One is attached to the other by a long rope whilst he uses a savage looking bush-cutter to mow down a year’s growth. As a spectator sport its fascination is between admiration at the men’s skill and morbid excitement at how much damage they could do to themselves if the one with the machine severed the rope by mistake. So far, they are still alive.

I also had a video call from China where my friends are doing a two week course in Dog Style Kung Fu. I would have been there too if I hadn’t had that brain haemorrhage. It was great seeing them though and also getting to talk to our friend and interpreter Chen who you can see in the photograph with my instructor Neil Johnson that I took on my trip to China last year. I learnt the first Dog Style pattern on that trip and would have moved on to the second one this yearif I had been able to go. My friends are having great fun with it in my absence as it invovles rolling on marble floors and doing loads of one legged squats. Did I really want to go?

Well, I have had my own fun too. Yesterday I had an appointment for a bone density scan as part of the investigation into my illness. The doctors are still confused over why, when I had my brain haemorrhage and brain seizures, I managed to have so many physical injuries as well. They are still perplexed over why I fractured my spine and tore most of my torso muscles – apparently this is not the norm when people have brain seizures. Lucky old me.

For this, the latest scan in a long recovery period, I was referred to a posh private clinic by my National Health Service consultant. I am a firm supporter of our national health system in Britain and have never been to a private hospital before so this was a new experience.

Carpets on the floor, flowers in vases, swish plasma screen televisions, and staff with permanent air hostess grins on their faces. I was definitely in the private sector.

A pity I had limited time too because the literature left lying around in the waiting room told me of so many other desireable treatments I could have had whilst I was there.

As well as the glamourous bone density scan, I could have had a wide range of beauty treatments. Botox to get rid of any depressing frowns, laser tresatments for unwanted hair, and sclerotherapy to remove thread veins. I could also have a “discrete” tattoo or their exclusive tattoo removal service, eyelash extensions, facial peels (ouch) or semi permanent make-up.

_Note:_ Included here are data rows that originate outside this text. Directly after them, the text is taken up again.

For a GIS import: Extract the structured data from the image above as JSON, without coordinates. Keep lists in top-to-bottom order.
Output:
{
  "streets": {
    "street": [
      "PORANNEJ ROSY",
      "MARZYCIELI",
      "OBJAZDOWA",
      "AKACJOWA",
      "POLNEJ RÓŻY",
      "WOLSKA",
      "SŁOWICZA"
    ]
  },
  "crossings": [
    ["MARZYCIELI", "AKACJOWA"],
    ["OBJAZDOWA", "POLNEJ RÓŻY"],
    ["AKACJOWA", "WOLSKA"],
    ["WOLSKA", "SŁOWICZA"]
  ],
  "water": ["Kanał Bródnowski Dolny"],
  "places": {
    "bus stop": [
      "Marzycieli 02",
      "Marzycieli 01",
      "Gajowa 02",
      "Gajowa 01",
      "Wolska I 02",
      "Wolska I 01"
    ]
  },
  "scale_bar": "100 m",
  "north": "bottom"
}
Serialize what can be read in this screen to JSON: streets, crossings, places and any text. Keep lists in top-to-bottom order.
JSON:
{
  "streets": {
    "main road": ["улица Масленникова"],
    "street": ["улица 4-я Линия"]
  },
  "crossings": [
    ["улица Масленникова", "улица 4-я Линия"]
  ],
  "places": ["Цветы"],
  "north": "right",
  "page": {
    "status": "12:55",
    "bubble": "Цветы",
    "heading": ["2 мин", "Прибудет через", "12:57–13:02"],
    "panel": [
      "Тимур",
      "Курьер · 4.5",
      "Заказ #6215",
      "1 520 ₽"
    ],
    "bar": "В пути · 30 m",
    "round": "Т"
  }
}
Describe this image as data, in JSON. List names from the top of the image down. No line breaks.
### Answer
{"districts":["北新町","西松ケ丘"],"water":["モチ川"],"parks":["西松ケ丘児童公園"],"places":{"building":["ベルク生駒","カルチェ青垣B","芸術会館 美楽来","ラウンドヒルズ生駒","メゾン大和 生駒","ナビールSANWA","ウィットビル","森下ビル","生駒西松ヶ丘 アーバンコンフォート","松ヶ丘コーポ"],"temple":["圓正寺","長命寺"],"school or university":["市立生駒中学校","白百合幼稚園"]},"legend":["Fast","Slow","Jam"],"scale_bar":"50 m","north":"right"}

Many of these services were advertised as the best way to “Get Ready For Summer” – I was not tempted but someone called Judy was more tempting with to her course of hypnotherapy: “See your world from a new perspective.” But then, I was doing that already the moment I walked into reception.

I was scheduled to see Jackie. A tall, leggy and very attractive brunette in the clinic’s sexy little black frock uniform which all the female staff were required to wear. The men wore dark blue businessmen shirts, expensive designer glasses and, from the ones I saw, rather too much cologne.

Jackie greeted me with the customary pearly white grin, identical to the one on reception and in hynotherapy. She asked me how I was without really wanting an answer and briskly led me down a flight of plushly carpeted pine stairs. In her spare time she was obviously a Bond girl.

I then met my ninth scanning machine, Jackie asked me to take off my shoes and belt as if I was going to jail and then, when I was lying on a bed with a large scanning machine over head, she asked if I minded undoing the fly buttons on my trousers because they too were metal.

In the Bond movie, things would then have taken a totally different turn but here in reality I merely lay there having my spine and hips scanned whilst Jackie asked me where I was going on holiday this year. Wherever you want to go, honey, I was tempted to say but I wasn’t sure if she understood humour.

I thought I should be careful about upsetting the staff though as I saw that they also specialised in circumcision and artifical testicles. So when it was done, I did up my flies, gave Jackie a big grin and got the hell out of there.

I still think I would rather have been in China.